* [WHAT IS EXPECTED]:
Down to the last line, repeat the entries exactly and drop any image.

---------- MATERIAL FOR THIS EXERCISE

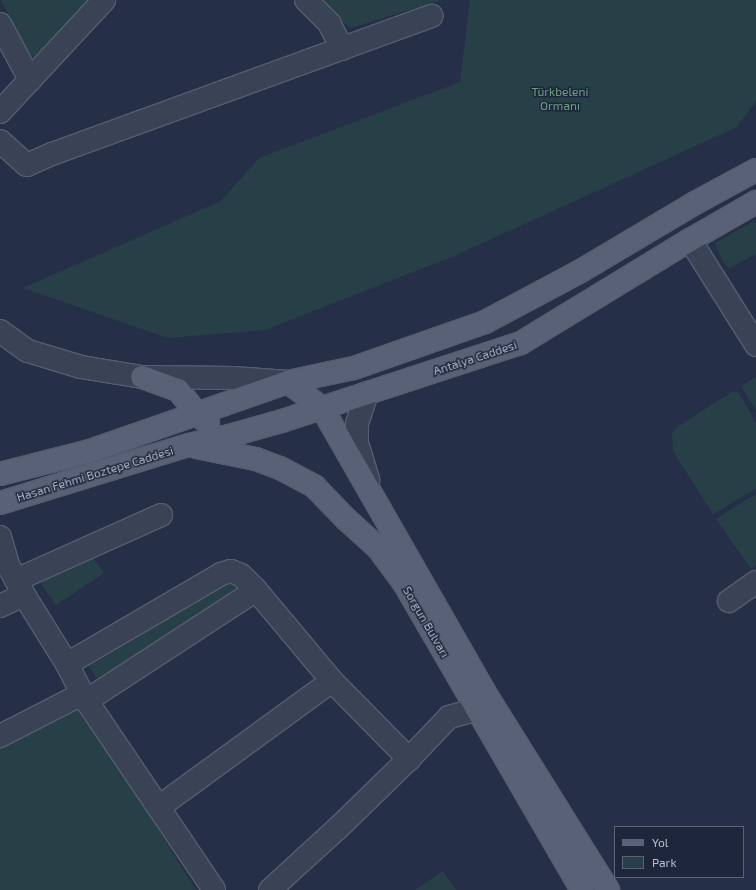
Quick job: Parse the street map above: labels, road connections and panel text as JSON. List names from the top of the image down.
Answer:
{
  "streets": {
    "main road": ["Antalya Caddesi", "Hasan Fehmi Boztepe Caddesi", "Sorgun Bulvarı"]
  },
  "crossings": [
    ["Antalya Caddesi", "Hasan Fehmi Boztepe Caddesi"],
    ["Antalya Caddesi", "Sorgun Bulvarı"],
    ["Hasan Fehmi Boztepe Caddesi", "Sorgun Bulvarı"]
  ],
  "parks": ["Türkbeleni Ormanı"],
  "legend": ["Yol", "Park"]
}
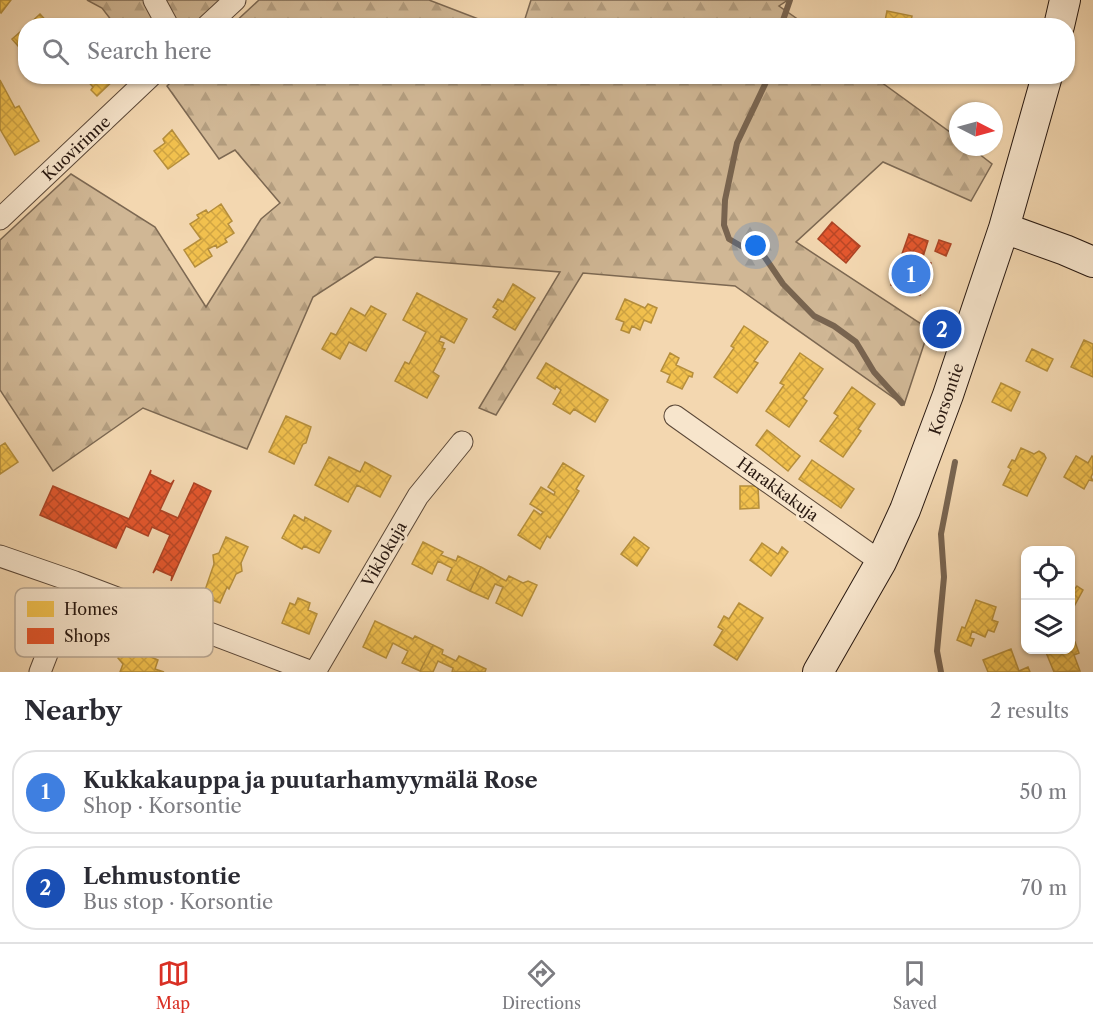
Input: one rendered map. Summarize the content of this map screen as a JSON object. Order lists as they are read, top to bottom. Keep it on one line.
{"streets":{"main road":["Korsontie"],"street":["Kuovirinne","Harakkakuja","Viklokuja"]},"crossings":[["Korsontie","Harakkakuja"]],"legend":["Homes","Shops"],"north":"right","page":{"search":"Search here","pins":["1","2"],"heading":["Nearby","2 results"],"list":[{"mark":"1","name":"Kukkakauppa ja puutarhamyymälä Rose","note":"Shop · Korsontie","value":"50 m"},{"mark":"2","name":"Lehmustontie","note":"Bus stop · Korsontie","value":"70 m"}],"nav":["Map","Directions","Saved"]}}
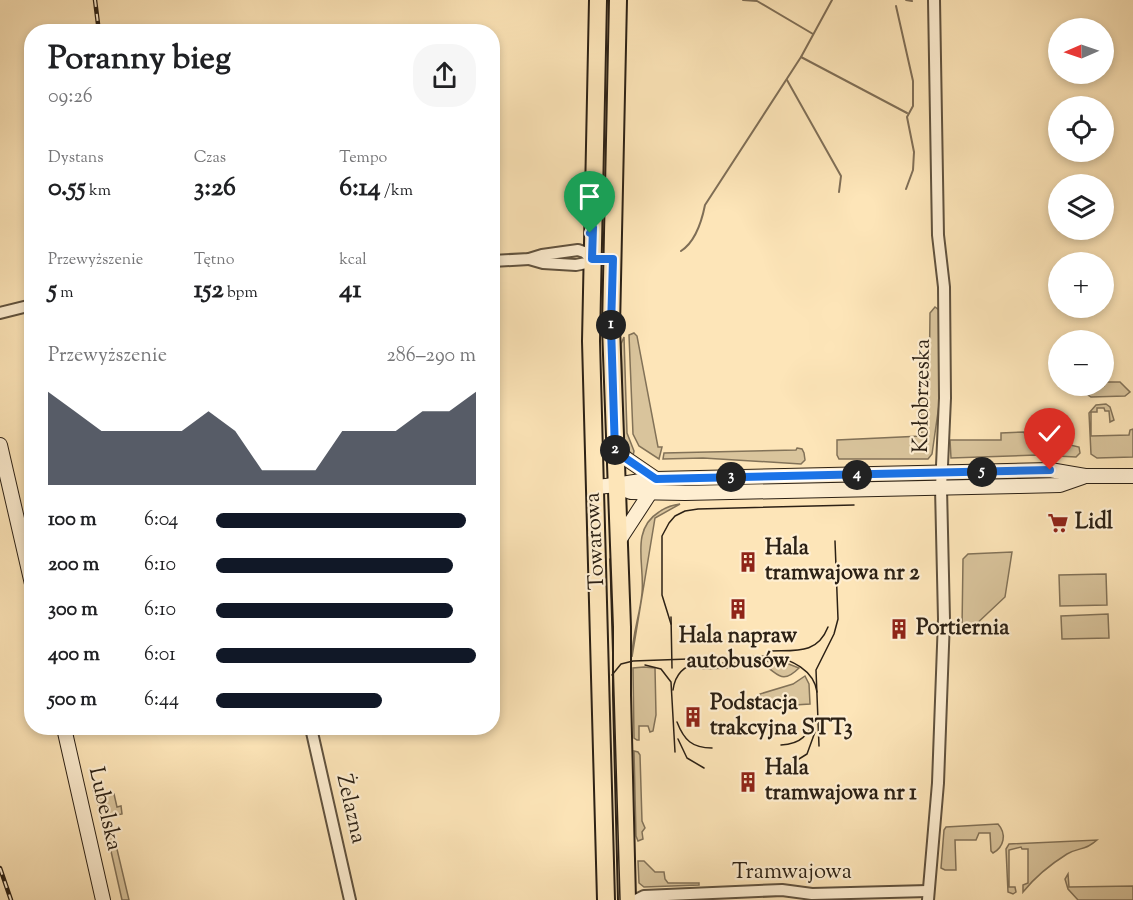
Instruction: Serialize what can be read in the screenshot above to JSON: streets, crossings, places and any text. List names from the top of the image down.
{
  "streets": {
    "main road": ["Towarowa", "Lubelska"],
    "street": ["Kołobrzeska", "Żelazna", "Tramwajowa"]
  },
  "crossings": [
    ["Kołobrzeska", "Tramwajowa"]
  ],
  "places": {
    "supermarket": ["Lidl"],
    "building": [
      "Hala tramwajowa nr 2",
      "Hala napraw autobusów",
      "Portiernia",
      "Podstacja trakcyjna STT3",
      "Hala tramwajowa nr 1"
    ]
  },
  "north": "left",
  "page": {
    "map_buttons": ["+", "−"],
    "heading": ["Poranny bieg", "09:26"],
    "stats": [
      ["Dystans", "0.55 km"],
      ["Czas", "3:26"],
      ["Tempo", "6:14 /km"],
      ["Przewyższenie", "5 m"],
      ["Tętno", "152 bpm"],
      ["kcal", "41"]
    ],
    "pins": [
      "1",
      "2",
      "5",
      "4",
      "3"
    ],
    "chart": ["Przewyższenie", "286–290 m"],
    "list": [
      {
        "name": "100 m",
        "note": "6:04"
      },
      {
        "name": "200 m",
        "note": "6:10"
      },
      {
        "name": "300 m",
        "note": "6:10"
      },
      {
        "name": "400 m",
        "note": "6:01"
      },
      {
        "name": "500 m",
        "note": "6:44"
      }
    ]
  }
}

--------------------

* [EXERCISE ANSWER]:
Quick job: Parse the street map above: labels, road connections and panel text as JSON. List names from the top of the image down.
Answer:
{
  "streets": {
    "main road": ["Antalya Caddesi", "Hasan Fehmi Boztepe Caddesi", "Sorgun Bulvarı"]
  },
  "crossings": [
    ["Antalya Caddesi", "Hasan Fehmi Boztepe Caddesi"],
    ["Antalya Caddesi", "Sorgun Bulvarı"],
    ["Hasan Fehmi Boztepe Caddesi", "Sorgun Bulvarı"]
  ],
  "parks": ["Türkbeleni Ormanı"],
  "legend": ["Yol", "Park"]
}
Input: one rendered map. Summarize the content of this map screen as a JSON object. Order lists as they are read, top to bottom. Keep it on one line.
{"streets":{"main road":["Korsontie"],"street":["Kuovirinne","Harakkakuja","Viklokuja"]},"crossings":[["Korsontie","Harakkakuja"]],"legend":["Homes","Shops"],"north":"right","page":{"search":"Search here","pins":["1","2"],"heading":["Nearby","2 results"],"list":[{"mark":"1","name":"Kukkakauppa ja puutarhamyymälä Rose","note":"Shop · Korsontie","value":"50 m"},{"mark":"2","name":"Lehmustontie","note":"Bus stop · Korsontie","value":"70 m"}],"nav":["Map","Directions","Saved"]}}
Instruction: Serialize what can be read in the screenshot above to JSON: streets, crossings, places and any text. List names from the top of the image down.
{
  "streets": {
    "main road": ["Towarowa", "Lubelska"],
    "street": ["Kołobrzeska", "Żelazna", "Tramwajowa"]
  },
  "crossings": [
    ["Kołobrzeska", "Tramwajowa"]
  ],
  "places": {
    "supermarket": ["Lidl"],
    "building": [
      "Hala tramwajowa nr 2",
      "Hala napraw autobusów",
      "Portiernia",
      "Podstacja trakcyjna STT3",
      "Hala tramwajowa nr 1"
    ]
  },
  "north": "left",
  "page": {
    "map_buttons": ["+", "−"],
    "heading": ["Poranny bieg", "09:26"],
    "stats": [
      ["Dystans", "0.55 km"],
      ["Czas", "3:26"],
      ["Tempo", "6:14 /km"],
      ["Przewyższenie", "5 m"],
      ["Tętno", "152 bpm"],
      ["kcal", "41"]
    ],
    "pins": [
      "1",
      "2",
      "5",
      "4",
      "3"
    ],
    "chart": ["Przewyższenie", "286–290 m"],
    "list": [
      {
        "name": "100 m",
        "note": "6:04"
      },
      {
        "name": "200 m",
        "note": "6:10"
      },
      {
        "name": "300 m",
        "note": "6:10"
      },
      {
        "name": "400 m",
        "note": "6:01"
      },
      {
        "name": "500 m",
        "note": "6:44"
      }
    ]
  }
}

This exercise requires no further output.